Word for word, retype the entire listing.

□ □ □

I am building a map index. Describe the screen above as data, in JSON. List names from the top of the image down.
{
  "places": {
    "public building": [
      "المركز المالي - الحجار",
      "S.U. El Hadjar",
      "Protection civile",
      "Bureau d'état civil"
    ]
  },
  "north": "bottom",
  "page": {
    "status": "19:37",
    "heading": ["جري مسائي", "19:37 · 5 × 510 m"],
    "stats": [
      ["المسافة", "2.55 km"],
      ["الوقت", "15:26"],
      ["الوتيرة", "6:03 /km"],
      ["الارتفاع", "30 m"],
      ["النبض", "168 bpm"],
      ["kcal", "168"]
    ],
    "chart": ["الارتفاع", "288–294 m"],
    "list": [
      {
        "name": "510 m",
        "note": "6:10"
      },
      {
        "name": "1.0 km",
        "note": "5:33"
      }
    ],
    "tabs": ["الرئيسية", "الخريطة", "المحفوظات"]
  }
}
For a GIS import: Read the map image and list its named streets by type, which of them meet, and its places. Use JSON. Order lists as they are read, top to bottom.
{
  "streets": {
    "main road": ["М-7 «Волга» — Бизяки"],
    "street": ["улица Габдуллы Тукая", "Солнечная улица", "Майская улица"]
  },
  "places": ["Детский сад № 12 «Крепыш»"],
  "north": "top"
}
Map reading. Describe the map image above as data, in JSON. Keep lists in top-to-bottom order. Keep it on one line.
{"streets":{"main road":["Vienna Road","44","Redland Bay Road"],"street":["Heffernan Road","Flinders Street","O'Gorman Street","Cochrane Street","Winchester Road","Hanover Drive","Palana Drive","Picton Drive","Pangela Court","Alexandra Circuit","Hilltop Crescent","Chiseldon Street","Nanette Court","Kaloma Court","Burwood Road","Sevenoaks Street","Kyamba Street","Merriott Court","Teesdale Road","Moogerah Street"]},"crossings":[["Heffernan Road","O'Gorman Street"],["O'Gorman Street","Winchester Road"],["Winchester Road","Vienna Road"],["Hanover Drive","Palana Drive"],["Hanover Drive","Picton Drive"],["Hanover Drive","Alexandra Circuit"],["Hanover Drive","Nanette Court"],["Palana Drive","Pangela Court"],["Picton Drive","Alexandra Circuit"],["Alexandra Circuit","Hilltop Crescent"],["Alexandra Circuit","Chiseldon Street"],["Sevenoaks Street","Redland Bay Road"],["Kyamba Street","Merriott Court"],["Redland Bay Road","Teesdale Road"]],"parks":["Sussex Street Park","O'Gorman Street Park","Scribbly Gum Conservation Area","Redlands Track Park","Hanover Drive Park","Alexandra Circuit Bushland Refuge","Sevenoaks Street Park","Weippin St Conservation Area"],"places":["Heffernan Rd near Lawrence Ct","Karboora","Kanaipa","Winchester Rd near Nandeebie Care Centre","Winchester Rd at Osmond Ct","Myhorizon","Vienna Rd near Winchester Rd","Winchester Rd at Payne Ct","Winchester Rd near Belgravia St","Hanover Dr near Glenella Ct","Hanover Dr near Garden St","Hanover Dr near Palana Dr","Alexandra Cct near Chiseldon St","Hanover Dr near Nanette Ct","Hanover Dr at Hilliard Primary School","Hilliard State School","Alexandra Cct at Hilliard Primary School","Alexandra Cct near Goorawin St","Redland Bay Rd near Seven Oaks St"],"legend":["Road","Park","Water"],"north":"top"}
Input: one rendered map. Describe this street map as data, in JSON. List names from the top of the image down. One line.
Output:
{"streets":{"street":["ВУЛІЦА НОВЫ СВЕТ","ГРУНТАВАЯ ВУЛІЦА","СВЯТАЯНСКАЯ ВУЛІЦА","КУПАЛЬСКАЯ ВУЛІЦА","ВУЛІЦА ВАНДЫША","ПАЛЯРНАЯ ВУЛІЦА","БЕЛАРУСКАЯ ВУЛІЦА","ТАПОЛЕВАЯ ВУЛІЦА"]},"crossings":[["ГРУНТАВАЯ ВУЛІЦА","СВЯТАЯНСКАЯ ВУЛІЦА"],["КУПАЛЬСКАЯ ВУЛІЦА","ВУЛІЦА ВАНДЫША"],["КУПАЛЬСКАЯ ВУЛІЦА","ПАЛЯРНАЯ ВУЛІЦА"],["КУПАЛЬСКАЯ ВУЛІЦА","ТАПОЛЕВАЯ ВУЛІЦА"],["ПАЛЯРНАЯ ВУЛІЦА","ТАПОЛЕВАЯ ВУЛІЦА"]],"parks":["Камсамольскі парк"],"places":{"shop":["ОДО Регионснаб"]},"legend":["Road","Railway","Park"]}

□ □ □

The completed task:
I am building a map index. Describe the screen above as data, in JSON. List names from the top of the image down.
{
  "places": {
    "public building": [
      "المركز المالي - الحجار",
      "S.U. El Hadjar",
      "Protection civile",
      "Bureau d'état civil"
    ]
  },
  "north": "bottom",
  "page": {
    "status": "19:37",
    "heading": ["جري مسائي", "19:37 · 5 × 510 m"],
    "stats": [
      ["المسافة", "2.55 km"],
      ["الوقت", "15:26"],
      ["الوتيرة", "6:03 /km"],
      ["الارتفاع", "30 m"],
      ["النبض", "168 bpm"],
      ["kcal", "168"]
    ],
    "chart": ["الارتفاع", "288–294 m"],
    "list": [
      {
        "name": "510 m",
        "note": "6:10"
      },
      {
        "name": "1.0 km",
        "note": "5:33"
      }
    ],
    "tabs": ["الرئيسية", "الخريطة", "المحفوظات"]
  }
}
For a GIS import: Read the map image and list its named streets by type, which of them meet, and its places. Use JSON. Order lists as they are read, top to bottom.
{
  "streets": {
    "main road": ["М-7 «Волга» — Бизяки"],
    "street": ["улица Габдуллы Тукая", "Солнечная улица", "Майская улица"]
  },
  "places": ["Детский сад № 12 «Крепыш»"],
  "north": "top"
}
Map reading. Describe the map image above as data, in JSON. Keep lists in top-to-bottom order. Keep it on one line.
{"streets":{"main road":["Vienna Road","44","Redland Bay Road"],"street":["Heffernan Road","Flinders Street","O'Gorman Street","Cochrane Street","Winchester Road","Hanover Drive","Palana Drive","Picton Drive","Pangela Court","Alexandra Circuit","Hilltop Crescent","Chiseldon Street","Nanette Court","Kaloma Court","Burwood Road","Sevenoaks Street","Kyamba Street","Merriott Court","Teesdale Road","Moogerah Street"]},"crossings":[["Heffernan Road","O'Gorman Street"],["O'Gorman Street","Winchester Road"],["Winchester Road","Vienna Road"],["Hanover Drive","Palana Drive"],["Hanover Drive","Picton Drive"],["Hanover Drive","Alexandra Circuit"],["Hanover Drive","Nanette Court"],["Palana Drive","Pangela Court"],["Picton Drive","Alexandra Circuit"],["Alexandra Circuit","Hilltop Crescent"],["Alexandra Circuit","Chiseldon Street"],["Sevenoaks Street","Redland Bay Road"],["Kyamba Street","Merriott Court"],["Redland Bay Road","Teesdale Road"]],"parks":["Sussex Street Park","O'Gorman Street Park","Scribbly Gum Conservation Area","Redlands Track Park","Hanover Drive Park","Alexandra Circuit Bushland Refuge","Sevenoaks Street Park","Weippin St Conservation Area"],"places":["Heffernan Rd near Lawrence Ct","Karboora","Kanaipa","Winchester Rd near Nandeebie Care Centre","Winchester Rd at Osmond Ct","Myhorizon","Vienna Rd near Winchester Rd","Winchester Rd at Payne Ct","Winchester Rd near Belgravia St","Hanover Dr near Glenella Ct","Hanover Dr near Garden St","Hanover Dr near Palana Dr","Alexandra Cct near Chiseldon St","Hanover Dr near Nanette Ct","Hanover Dr at Hilliard Primary School","Hilliard State School","Alexandra Cct at Hilliard Primary School","Alexandra Cct near Goorawin St","Redland Bay Rd near Seven Oaks St"],"legend":["Road","Park","Water"],"north":"top"}
Input: one rendered map. Describe this street map as data, in JSON. List names from the top of the image down. One line.
Output:
{"streets":{"street":["ВУЛІЦА НОВЫ СВЕТ","ГРУНТАВАЯ ВУЛІЦА","СВЯТАЯНСКАЯ ВУЛІЦА","КУПАЛЬСКАЯ ВУЛІЦА","ВУЛІЦА ВАНДЫША","ПАЛЯРНАЯ ВУЛІЦА","БЕЛАРУСКАЯ ВУЛІЦА","ТАПОЛЕВАЯ ВУЛІЦА"]},"crossings":[["ГРУНТАВАЯ ВУЛІЦА","СВЯТАЯНСКАЯ ВУЛІЦА"],["КУПАЛЬСКАЯ ВУЛІЦА","ВУЛІЦА ВАНДЫША"],["КУПАЛЬСКАЯ ВУЛІЦА","ПАЛЯРНАЯ ВУЛІЦА"],["КУПАЛЬСКАЯ ВУЛІЦА","ТАПОЛЕВАЯ ВУЛІЦА"],["ПАЛЯРНАЯ ВУЛІЦА","ТАПОЛЕВАЯ ВУЛІЦА"]],"parks":["Камсамольскі парк"],"places":{"shop":["ОДО Регионснаб"]},"legend":["Road","Railway","Park"]}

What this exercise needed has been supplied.